Implementing AI Auto-Subtitle Generation for Video in a Mobile App
AI subtitles — Whisper or analogues. Task seems simple on surface: send video, get text with timecodes. But mobile context raises several non-trivial questions: transcribe on-device or via API, how render subtitles over video, how let user edit result.
Whisper on-device vs API
Whisper via OpenAI API — simplest path. Send audio (up to 25 MB), get JSON with segments (timecodes + text):
POST https://api.openai.com/v1/audio/transcriptions
model=whisper-1&response_format=verbose_json×tamp_granularities[]=word
verbose_json with word granularity gives timecode per word — needed for subtitle sync. Processing time: ~10-second clip — 2–4 sec, one minute video — 10–20 sec.
Whisper on-device — real for iOS 16+ via WhisperKit (swift-transformers). whisper-small model — 244 MB, ~0.3× real-time speed on iPhone 14 (i.e. one minute audio = 3 minutes processing). whisper-tiny — 77 MB, 0.7× real-time, but accuracy notably worse. Russian worse than English.
Android: whisper.cpp via JNI, or openai-whisper-tflite — but trickier to build. Simpler for most apps — API.
Extract audio from video on client
Before sending to Whisper, extract audio track — sending whole video redundant:
// iOS: AVAssetExportSession for audio extraction
func extractAudio(from videoURL: URL) async throws -> URL {
let asset = AVURLAsset(url: videoURL)
guard let exportSession = AVAssetExportSession(
asset: asset, presetName: AVAssetExportPresetAppleM4A
) else { throw SubtitleError.exportFailed }
let outputURL = FileManager.default.temporaryDirectory
.appendingPathComponent(UUID().uuidString + ".m4a")
exportSession.outputURL = outputURL
exportSession.outputFileType = .m4a
await exportSession.export()
return outputURL
}
m4a/mp3 3–5× smaller than original video — faster upload and cheaper API.
Subtitle segments: on-client processing
Whisper verbose_json returns segments with start, end, text.
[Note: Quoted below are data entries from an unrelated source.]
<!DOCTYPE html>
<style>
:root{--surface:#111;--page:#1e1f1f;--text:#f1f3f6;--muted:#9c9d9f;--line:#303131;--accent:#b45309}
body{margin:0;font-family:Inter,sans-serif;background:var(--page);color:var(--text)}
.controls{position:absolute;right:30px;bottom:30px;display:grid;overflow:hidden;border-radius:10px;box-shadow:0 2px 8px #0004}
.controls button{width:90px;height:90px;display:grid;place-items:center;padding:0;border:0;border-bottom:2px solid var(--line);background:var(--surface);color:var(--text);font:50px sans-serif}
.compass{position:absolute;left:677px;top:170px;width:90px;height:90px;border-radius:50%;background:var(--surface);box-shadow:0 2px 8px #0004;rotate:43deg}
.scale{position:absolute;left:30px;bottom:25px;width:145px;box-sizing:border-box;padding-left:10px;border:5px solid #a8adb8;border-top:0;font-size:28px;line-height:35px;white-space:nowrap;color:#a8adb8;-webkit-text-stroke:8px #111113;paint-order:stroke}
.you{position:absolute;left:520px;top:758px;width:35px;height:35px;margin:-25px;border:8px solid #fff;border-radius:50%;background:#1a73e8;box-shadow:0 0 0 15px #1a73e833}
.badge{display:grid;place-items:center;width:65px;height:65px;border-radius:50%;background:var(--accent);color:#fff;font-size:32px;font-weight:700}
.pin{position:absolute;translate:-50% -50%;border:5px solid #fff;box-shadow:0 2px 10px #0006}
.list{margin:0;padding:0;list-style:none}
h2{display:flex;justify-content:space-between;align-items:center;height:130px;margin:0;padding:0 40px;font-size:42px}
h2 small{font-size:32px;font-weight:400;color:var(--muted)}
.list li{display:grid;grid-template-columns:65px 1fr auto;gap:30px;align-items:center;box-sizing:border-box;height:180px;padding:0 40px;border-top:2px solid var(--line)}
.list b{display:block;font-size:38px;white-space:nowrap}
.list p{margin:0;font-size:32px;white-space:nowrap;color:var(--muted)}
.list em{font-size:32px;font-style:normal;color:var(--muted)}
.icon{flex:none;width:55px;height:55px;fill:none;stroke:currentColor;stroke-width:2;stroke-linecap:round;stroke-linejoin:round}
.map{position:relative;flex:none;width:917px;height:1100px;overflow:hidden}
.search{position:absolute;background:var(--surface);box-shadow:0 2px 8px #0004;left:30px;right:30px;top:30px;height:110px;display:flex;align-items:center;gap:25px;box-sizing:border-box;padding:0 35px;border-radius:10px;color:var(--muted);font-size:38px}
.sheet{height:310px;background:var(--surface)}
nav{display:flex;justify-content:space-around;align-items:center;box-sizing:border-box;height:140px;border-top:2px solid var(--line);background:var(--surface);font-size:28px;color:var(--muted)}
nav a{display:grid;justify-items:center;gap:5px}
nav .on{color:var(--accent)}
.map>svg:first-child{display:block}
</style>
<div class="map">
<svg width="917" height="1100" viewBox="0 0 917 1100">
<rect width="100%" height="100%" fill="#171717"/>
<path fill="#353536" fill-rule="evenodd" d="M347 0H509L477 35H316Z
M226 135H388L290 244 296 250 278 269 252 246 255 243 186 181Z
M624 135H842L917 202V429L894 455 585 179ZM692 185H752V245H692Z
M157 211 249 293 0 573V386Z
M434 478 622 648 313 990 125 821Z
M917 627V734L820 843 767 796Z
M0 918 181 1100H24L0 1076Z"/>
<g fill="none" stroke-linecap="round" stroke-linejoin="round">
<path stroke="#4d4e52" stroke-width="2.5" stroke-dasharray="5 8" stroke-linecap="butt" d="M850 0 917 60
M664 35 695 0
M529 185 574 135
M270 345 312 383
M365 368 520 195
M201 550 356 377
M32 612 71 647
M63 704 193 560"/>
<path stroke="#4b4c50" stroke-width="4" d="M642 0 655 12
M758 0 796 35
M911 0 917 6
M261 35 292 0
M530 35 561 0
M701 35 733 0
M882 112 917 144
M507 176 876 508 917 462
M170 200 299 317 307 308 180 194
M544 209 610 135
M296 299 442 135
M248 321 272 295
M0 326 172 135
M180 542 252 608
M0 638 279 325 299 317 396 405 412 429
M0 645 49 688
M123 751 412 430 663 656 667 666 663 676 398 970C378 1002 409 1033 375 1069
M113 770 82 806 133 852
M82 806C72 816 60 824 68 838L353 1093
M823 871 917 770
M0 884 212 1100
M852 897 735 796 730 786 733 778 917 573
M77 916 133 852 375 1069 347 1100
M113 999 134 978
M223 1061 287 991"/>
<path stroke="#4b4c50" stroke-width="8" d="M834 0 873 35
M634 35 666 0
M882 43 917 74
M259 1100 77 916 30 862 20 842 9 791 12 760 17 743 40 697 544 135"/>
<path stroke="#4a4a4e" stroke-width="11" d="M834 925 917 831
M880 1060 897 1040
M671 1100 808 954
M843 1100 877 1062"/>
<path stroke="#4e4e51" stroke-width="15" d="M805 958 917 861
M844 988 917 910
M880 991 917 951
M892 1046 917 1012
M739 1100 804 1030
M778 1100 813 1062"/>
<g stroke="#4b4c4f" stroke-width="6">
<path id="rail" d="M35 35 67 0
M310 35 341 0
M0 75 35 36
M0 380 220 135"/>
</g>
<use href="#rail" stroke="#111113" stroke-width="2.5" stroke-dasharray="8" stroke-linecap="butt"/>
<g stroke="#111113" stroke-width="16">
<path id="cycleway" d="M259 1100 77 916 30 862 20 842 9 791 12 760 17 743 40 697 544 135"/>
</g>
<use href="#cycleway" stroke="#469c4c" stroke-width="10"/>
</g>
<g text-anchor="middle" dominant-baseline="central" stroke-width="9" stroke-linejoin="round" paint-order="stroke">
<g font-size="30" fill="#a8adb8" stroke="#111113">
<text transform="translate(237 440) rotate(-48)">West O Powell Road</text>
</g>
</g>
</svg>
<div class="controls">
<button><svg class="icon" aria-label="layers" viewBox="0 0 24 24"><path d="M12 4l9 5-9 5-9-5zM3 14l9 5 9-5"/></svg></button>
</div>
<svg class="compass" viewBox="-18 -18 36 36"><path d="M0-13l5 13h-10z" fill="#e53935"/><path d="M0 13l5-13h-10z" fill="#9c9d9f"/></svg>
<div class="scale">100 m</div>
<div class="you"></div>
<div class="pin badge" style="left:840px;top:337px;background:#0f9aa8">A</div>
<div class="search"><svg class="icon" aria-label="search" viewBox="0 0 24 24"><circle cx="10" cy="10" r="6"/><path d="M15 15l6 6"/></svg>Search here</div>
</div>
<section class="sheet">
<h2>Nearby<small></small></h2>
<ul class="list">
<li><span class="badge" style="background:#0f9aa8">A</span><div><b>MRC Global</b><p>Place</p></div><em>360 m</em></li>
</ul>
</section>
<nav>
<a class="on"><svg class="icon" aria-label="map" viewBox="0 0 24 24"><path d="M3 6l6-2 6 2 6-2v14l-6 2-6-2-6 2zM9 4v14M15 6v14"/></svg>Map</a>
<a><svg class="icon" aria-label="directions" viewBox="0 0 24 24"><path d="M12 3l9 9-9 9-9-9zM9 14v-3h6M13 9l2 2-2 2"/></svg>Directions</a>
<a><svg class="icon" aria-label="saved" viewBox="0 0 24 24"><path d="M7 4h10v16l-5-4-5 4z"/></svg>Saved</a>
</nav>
Slice into 5–7 words per subtitle for readability:
// Android: split into subtitles
data class SubtitleCue(val start: Double, val end: Double, val text: String)
fun segmentsToSubtitles(words: List<WhisperWord>, maxWords: Int = 7): List<SubtitleCue> {
val cues = mutableListOf<SubtitleCue>()
var chunk = mutableListOf<WhisperWord>()
for (word in words) {
chunk.add(word)
if (chunk.size >= maxWords || word.word.endsWith(".") || word.word.endsWith("!")) {
cues.add(SubtitleCue(
start = chunk.first().start,
end = chunk.last().end,
text = chunk.joinToString(" ") { it.word.trim() }
))
chunk.clear()
}
}
if (chunk.isNotEmpty()) {
cues.add(SubtitleCue(chunk.first().start, chunk.last().end,
chunk.joinToString(" ") { it.word.trim() }))
}
return cues
}
Render subtitles over video
Two approaches:
Overlay during playback — UILabel/TextView over AVPlayerLayer/ExoPlayer. Update text via timer from player.currentTime(). Simple, doesn't modify source file.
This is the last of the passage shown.